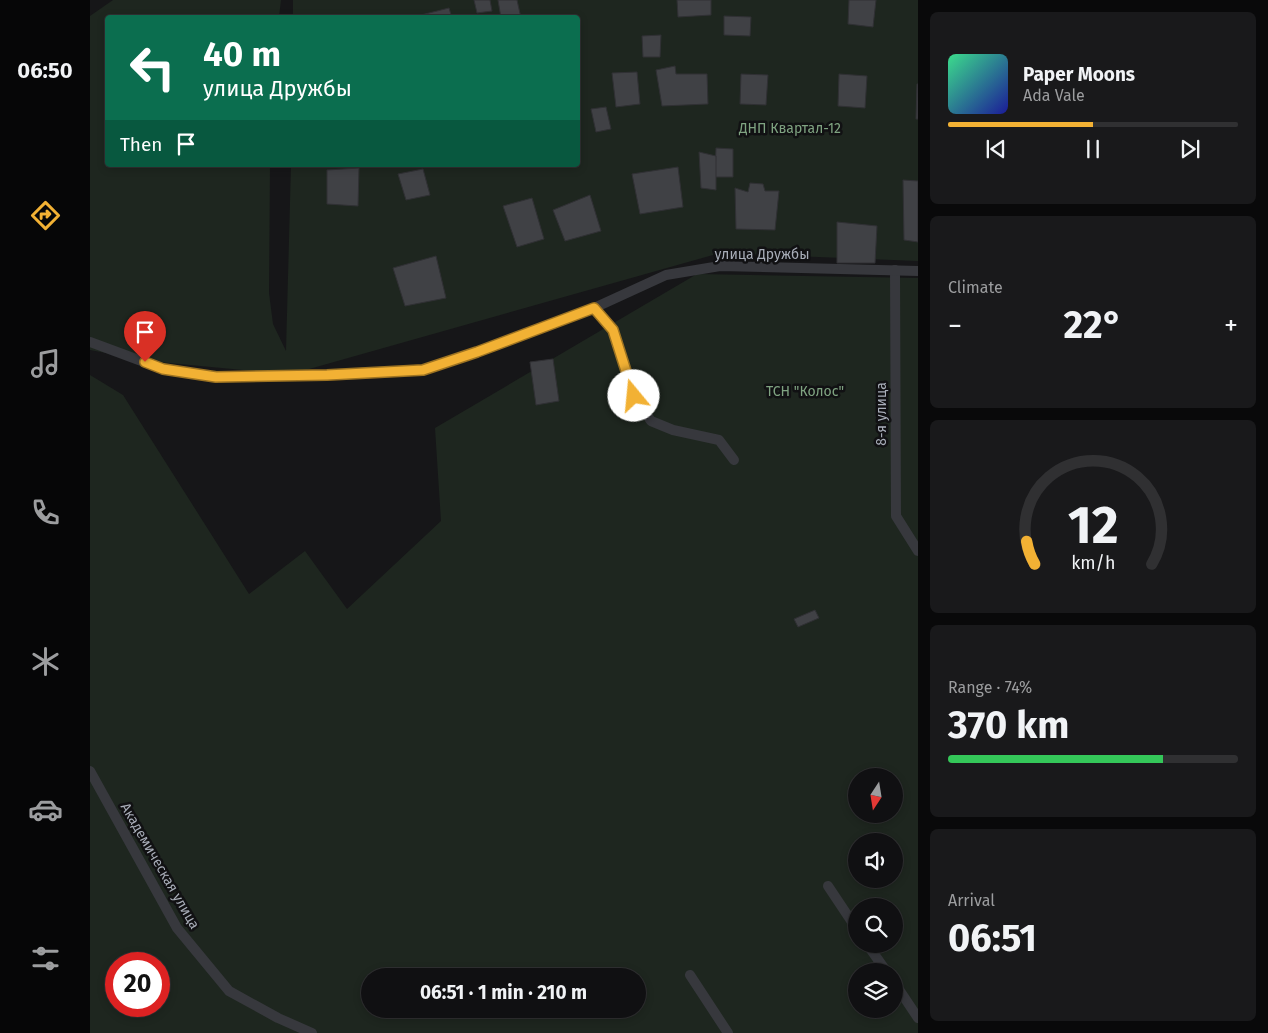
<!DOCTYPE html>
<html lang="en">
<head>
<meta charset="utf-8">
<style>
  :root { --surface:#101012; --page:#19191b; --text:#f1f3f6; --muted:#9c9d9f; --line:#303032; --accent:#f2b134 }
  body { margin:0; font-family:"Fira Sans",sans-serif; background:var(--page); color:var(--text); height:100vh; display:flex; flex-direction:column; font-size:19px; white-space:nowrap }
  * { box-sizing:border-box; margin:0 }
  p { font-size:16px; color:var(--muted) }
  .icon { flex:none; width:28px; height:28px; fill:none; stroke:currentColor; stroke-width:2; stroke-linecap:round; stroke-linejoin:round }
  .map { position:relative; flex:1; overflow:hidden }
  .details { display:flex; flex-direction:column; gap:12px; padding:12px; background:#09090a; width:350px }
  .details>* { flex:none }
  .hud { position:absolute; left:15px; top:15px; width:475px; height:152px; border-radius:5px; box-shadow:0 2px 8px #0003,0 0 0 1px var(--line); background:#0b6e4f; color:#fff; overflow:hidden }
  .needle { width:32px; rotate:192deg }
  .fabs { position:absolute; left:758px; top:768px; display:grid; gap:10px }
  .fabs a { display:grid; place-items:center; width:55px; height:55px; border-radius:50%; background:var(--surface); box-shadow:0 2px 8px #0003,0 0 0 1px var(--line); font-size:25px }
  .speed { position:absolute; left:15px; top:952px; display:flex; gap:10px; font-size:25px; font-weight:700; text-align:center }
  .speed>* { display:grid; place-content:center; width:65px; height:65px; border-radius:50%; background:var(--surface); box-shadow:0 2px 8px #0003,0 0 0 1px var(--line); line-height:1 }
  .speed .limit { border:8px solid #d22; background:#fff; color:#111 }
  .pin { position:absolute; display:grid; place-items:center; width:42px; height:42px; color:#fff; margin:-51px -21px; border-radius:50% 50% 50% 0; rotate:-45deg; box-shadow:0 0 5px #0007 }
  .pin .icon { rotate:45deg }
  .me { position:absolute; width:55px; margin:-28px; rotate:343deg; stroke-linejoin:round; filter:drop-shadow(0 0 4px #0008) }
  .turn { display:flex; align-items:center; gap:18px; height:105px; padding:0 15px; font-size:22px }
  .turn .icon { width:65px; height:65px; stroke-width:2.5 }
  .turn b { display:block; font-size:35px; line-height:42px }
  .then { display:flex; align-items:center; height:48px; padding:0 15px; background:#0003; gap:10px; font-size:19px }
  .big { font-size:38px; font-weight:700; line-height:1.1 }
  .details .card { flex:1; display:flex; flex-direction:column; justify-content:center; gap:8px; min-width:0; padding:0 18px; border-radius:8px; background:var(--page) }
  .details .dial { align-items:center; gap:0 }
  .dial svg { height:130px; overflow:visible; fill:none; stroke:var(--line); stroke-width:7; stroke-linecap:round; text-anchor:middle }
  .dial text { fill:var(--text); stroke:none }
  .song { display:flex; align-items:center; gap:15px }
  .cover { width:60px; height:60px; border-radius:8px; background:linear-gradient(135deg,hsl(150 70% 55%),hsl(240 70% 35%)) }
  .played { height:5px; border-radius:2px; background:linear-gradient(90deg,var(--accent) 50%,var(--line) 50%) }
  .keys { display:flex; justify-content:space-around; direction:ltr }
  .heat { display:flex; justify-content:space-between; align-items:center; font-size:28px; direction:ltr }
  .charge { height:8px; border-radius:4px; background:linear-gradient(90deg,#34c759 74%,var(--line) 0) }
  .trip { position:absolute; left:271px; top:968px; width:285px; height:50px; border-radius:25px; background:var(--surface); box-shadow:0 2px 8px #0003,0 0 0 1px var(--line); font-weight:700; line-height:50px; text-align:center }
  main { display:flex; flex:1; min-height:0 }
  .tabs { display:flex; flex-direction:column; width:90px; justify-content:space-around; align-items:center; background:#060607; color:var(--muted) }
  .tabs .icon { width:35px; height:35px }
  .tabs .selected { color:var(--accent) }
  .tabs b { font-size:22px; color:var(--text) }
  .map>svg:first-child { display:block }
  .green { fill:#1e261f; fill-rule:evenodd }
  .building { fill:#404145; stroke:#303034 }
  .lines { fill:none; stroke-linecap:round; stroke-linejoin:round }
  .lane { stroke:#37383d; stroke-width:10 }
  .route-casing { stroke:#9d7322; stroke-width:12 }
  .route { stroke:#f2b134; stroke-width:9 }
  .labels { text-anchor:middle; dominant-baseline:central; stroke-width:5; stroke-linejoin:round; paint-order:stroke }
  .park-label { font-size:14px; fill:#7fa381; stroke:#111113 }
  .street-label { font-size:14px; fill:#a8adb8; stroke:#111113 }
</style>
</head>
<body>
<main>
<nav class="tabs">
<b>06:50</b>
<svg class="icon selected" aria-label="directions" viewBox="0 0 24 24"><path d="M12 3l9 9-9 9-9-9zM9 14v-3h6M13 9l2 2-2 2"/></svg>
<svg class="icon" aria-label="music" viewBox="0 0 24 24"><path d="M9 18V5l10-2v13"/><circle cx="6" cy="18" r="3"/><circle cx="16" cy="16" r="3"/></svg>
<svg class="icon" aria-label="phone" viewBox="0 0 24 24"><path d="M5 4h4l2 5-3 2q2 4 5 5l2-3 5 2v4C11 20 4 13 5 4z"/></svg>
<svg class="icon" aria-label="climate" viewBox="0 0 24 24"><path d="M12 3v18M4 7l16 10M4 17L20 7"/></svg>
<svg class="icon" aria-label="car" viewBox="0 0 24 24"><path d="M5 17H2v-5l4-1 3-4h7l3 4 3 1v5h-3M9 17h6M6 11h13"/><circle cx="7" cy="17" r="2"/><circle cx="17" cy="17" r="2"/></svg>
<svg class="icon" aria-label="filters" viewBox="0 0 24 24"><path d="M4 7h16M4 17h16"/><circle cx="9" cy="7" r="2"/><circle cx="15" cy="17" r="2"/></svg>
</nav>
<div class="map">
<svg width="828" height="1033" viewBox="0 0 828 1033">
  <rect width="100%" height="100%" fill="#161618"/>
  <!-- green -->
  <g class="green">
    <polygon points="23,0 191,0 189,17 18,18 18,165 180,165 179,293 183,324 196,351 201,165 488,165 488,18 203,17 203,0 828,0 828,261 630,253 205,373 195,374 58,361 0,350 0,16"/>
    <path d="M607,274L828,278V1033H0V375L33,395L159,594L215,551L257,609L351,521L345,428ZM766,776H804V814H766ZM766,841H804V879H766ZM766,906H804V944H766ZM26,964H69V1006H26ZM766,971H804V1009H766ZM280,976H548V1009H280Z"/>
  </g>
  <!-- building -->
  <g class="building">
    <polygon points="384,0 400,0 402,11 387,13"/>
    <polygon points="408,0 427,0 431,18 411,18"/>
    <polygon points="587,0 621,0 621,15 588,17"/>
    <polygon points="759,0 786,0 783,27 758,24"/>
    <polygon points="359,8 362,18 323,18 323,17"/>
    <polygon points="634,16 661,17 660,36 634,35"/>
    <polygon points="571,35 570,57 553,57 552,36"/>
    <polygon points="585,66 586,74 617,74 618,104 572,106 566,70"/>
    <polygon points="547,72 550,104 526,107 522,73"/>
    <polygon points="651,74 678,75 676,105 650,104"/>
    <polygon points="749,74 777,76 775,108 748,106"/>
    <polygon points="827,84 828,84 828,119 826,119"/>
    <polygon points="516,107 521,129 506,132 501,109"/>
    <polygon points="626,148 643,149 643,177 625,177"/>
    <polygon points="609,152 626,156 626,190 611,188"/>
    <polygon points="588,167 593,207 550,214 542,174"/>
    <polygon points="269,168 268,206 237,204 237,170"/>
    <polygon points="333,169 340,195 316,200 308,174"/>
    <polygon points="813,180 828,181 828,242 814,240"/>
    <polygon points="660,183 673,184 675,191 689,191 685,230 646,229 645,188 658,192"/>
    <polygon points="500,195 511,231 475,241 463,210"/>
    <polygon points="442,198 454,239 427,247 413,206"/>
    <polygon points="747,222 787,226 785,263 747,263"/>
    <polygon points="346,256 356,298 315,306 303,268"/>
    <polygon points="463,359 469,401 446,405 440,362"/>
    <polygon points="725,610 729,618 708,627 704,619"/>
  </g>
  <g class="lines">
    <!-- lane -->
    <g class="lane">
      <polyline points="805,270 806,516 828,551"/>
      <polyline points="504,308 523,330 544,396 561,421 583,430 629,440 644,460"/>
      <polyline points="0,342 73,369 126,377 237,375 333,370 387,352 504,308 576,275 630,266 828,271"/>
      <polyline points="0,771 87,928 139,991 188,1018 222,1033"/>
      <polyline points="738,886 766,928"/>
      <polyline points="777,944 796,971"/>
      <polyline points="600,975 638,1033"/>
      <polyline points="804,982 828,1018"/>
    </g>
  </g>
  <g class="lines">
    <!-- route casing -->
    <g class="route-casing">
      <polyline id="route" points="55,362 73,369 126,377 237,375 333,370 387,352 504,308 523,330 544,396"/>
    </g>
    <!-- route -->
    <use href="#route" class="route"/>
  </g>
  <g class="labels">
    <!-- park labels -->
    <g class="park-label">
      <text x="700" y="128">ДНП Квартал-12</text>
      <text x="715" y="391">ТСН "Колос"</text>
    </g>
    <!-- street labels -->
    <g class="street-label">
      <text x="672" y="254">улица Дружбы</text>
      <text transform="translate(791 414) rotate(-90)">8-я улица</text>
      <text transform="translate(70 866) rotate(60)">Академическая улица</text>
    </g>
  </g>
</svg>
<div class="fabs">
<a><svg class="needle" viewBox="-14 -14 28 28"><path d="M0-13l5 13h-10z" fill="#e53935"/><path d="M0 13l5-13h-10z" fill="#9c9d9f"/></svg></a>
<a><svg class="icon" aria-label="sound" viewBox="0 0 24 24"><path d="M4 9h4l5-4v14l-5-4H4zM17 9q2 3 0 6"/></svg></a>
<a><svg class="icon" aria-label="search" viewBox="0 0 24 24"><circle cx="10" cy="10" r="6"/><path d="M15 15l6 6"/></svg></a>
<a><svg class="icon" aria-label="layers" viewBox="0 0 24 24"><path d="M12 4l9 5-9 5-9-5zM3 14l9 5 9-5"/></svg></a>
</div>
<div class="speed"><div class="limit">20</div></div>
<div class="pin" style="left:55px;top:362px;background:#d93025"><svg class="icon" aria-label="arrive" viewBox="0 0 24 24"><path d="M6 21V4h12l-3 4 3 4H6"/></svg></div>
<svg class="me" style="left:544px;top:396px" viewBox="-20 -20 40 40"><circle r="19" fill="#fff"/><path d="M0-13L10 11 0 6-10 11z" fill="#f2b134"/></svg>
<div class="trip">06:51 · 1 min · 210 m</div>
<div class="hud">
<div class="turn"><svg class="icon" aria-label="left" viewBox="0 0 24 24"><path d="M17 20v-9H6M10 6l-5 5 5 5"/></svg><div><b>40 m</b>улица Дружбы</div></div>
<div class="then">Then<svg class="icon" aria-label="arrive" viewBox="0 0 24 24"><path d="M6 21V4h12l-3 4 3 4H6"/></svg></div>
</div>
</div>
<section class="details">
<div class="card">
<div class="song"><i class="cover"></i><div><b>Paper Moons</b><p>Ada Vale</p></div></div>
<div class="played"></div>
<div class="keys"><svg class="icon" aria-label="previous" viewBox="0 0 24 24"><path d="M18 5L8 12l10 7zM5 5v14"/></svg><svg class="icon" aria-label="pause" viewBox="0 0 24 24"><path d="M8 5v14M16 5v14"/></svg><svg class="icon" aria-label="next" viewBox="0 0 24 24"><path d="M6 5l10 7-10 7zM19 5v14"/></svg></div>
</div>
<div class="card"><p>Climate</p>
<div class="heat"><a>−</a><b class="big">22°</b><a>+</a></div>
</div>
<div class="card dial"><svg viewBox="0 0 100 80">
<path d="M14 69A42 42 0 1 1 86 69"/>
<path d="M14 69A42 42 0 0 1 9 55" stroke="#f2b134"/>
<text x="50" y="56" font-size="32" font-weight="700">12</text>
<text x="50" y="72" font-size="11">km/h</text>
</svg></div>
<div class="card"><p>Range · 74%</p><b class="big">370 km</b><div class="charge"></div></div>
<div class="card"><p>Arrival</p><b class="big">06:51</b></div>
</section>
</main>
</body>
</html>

* * *

Tell how many lines in the material above include the word "grid", giving the number only.

4